Intermediate product

A/B Testing

A/B testing splits traffic between two variants to measure which performs better. A guide to running valid experiments with statistical significance.

Published March 10, 2026

What Is A/B Testing?

A/B testing — also called split testing — is a controlled experiment in which two versions of something (a webpage, an email subject line, a call-to-action button, a pricing page) are shown to randomly divided audiences simultaneously. The goal is to measure which version produces a better outcome on a specific metric and to determine, with statistical confidence, whether that difference is real.

The “A” is the control: the existing version. The “B” is the variant: the version with one change. Users are randomly assigned to see one or the other, and their behavior is tracked. At the end of the experiment, statistics tell you whether the variant genuinely outperformed the control or whether the observed difference was just noise.

Key Concepts

Control vs. Variant

The control is your baseline — whatever you currently have. The variant is the thing you changed. Best practice is to change only one variable per test (headline, button color, layout, copy). Testing multiple changes simultaneously makes it impossible to know which change caused the result; that is a separate technique called multivariate testing, which requires substantially more traffic.

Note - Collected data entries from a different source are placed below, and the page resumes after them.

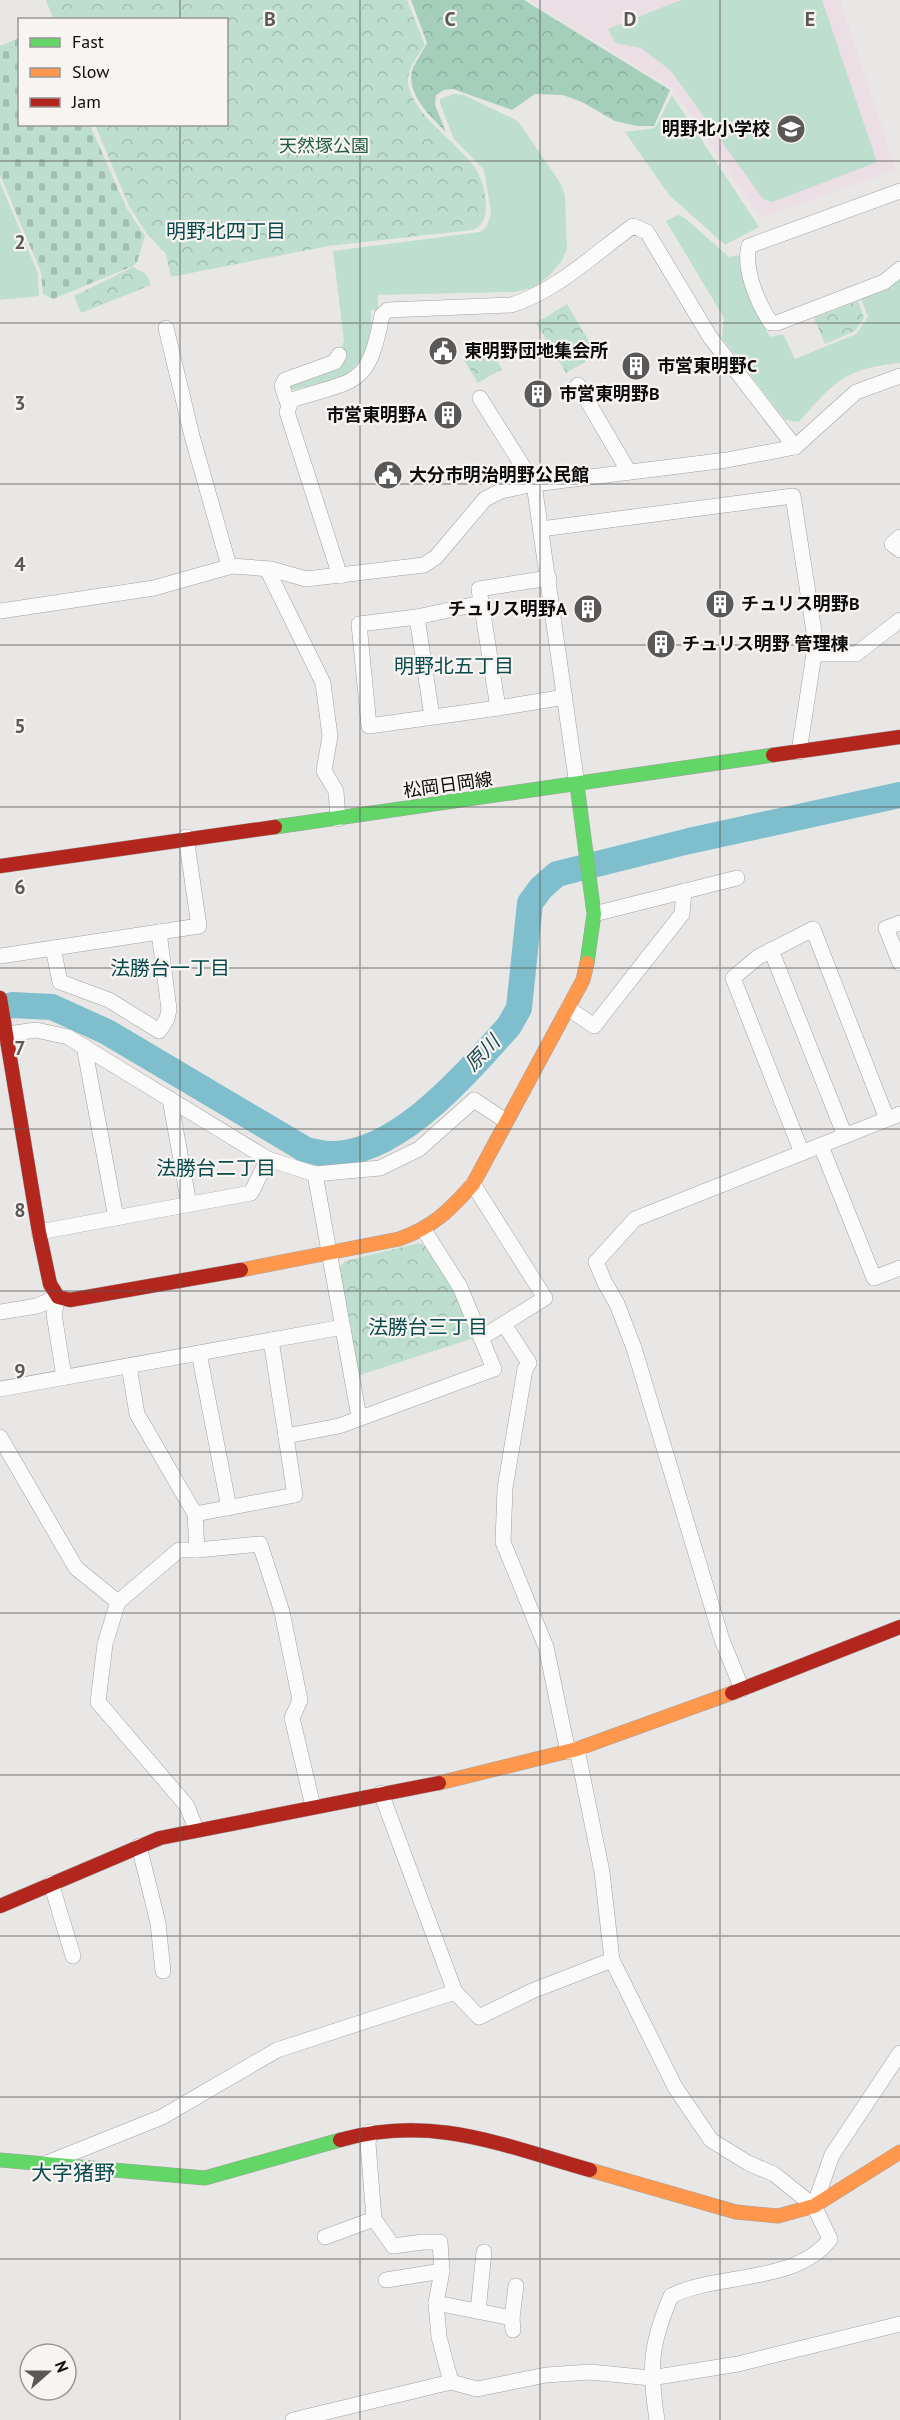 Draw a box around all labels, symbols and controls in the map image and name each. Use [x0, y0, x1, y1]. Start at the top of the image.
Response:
text: B [264, 6, 276, 32]
text: C [444, 6, 456, 32]
text: D [624, 6, 637, 32]
text: E [805, 6, 815, 32]
legend [18, 18, 228, 126]
text: Fast [72, 30, 104, 53]
text: Slow [72, 60, 110, 83]
text: Jam [71, 90, 101, 113]
school or university icon: 明野北小学校 [775, 113, 807, 145]
place label: 明野北小学校 [662, 117, 770, 140]
park label: 天然塚公園 [279, 134, 369, 157]
district label: 明野北四丁目 [166, 218, 286, 244]
text: 2 [14, 229, 26, 255]
public building icon: 東明野団地集会所 [427, 335, 459, 367]
place label: 東明野団地集会所 [464, 339, 608, 362]
building icon: 市営東明野C [620, 350, 652, 382]
place label: 市営東明野C [657, 354, 757, 377]
building icon: 市営東明野B [522, 378, 554, 410]
place label: 市営東明野B [559, 382, 660, 405]
text: 3 [14, 390, 26, 416]
building icon: 市営東明野A [432, 399, 464, 431]
place label: 市営東明野A [326, 403, 427, 426]
public building icon: 大分市明治明野公民館 [372, 459, 404, 491]
place label: 大分市明治明野公民館 [409, 463, 589, 486]
text: 4 [14, 551, 26, 577]
building icon: チュリス明野B [704, 588, 736, 620]
place label: チュリス明野B [741, 592, 860, 615]
building icon: チュリス明野A [572, 593, 604, 625]
place label: チュリス明野A [448, 597, 567, 620]
building icon: チュリス明野 管理棟 [645, 628, 677, 660]
place label: チュリス明野 管理棟 [682, 632, 849, 655]
district label: 明野北五丁目 [394, 653, 514, 679]
text: 5 [14, 713, 26, 739]
street label: 松岡日岡線 [402, 767, 494, 802]
text: 6 [14, 874, 26, 900]
district label: 法勝台一丁目 [110, 955, 230, 981]
water label: 原川 [459, 1028, 507, 1076]
text: 7 [14, 1035, 26, 1061]
district label: 法勝台二丁目 [156, 1155, 276, 1181]
text: 8 [14, 1197, 26, 1223]
district label: 法勝台三丁目 [368, 1314, 488, 1340]
text: 9 [14, 1358, 26, 1384]
district label: 大字猪野 [31, 2159, 115, 2186]
north arrow [18, 2342, 78, 2402]
text: N [51, 2358, 73, 2375]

Statistical Significance and p-Values

Statistical significance tells you the probability that your result is not due to random chance. The standard threshold used in industry is 95% confidence, which corresponds to a p-value below 0.05. At p < 0.05, there is less than a 5% chance the observed difference is a false positive.

A common trap: many tools show a “winner” the moment they detect a difference, regardless of significance. Do not read results mid-test. The p-value is only meaningful once you have reached your pre-determined sample size.

Sample Size

Sample size is calculated before the test starts, using a power analysis. The inputs are:

  • Baseline conversion rate: your current rate (e.g., 3.2%)
  • Minimum detectable effect (MDE): the smallest lift worth detecting (e.g., 10% relative improvement, meaning 3.5%)
  • Confidence level: typically 95%
  • Statistical power: typically 80%

Use a free sample size calculator (Evan Miller’s is the standard) and commit to running the test until you hit that number. A test ended early — even when results look good — dramatically inflates false positives.

The Metric Hierarchy

Every A/B test needs a primary metric (the one thing you are optimizing) and guardrail metrics (metrics that must not deteriorate as a side effect).

Metric TypeExamplePurpose
Primary metricSign-up conversion rateWhat you are trying to improve
Guardrail metricRevenue per userEnsure improvement is not at a cost
Secondary metricTime to first actionAdditional signal, not decision-making

A test that improves sign-up conversion by 15% but reduces average revenue per user by 20% is a net loss. Guardrail metrics catch these traps.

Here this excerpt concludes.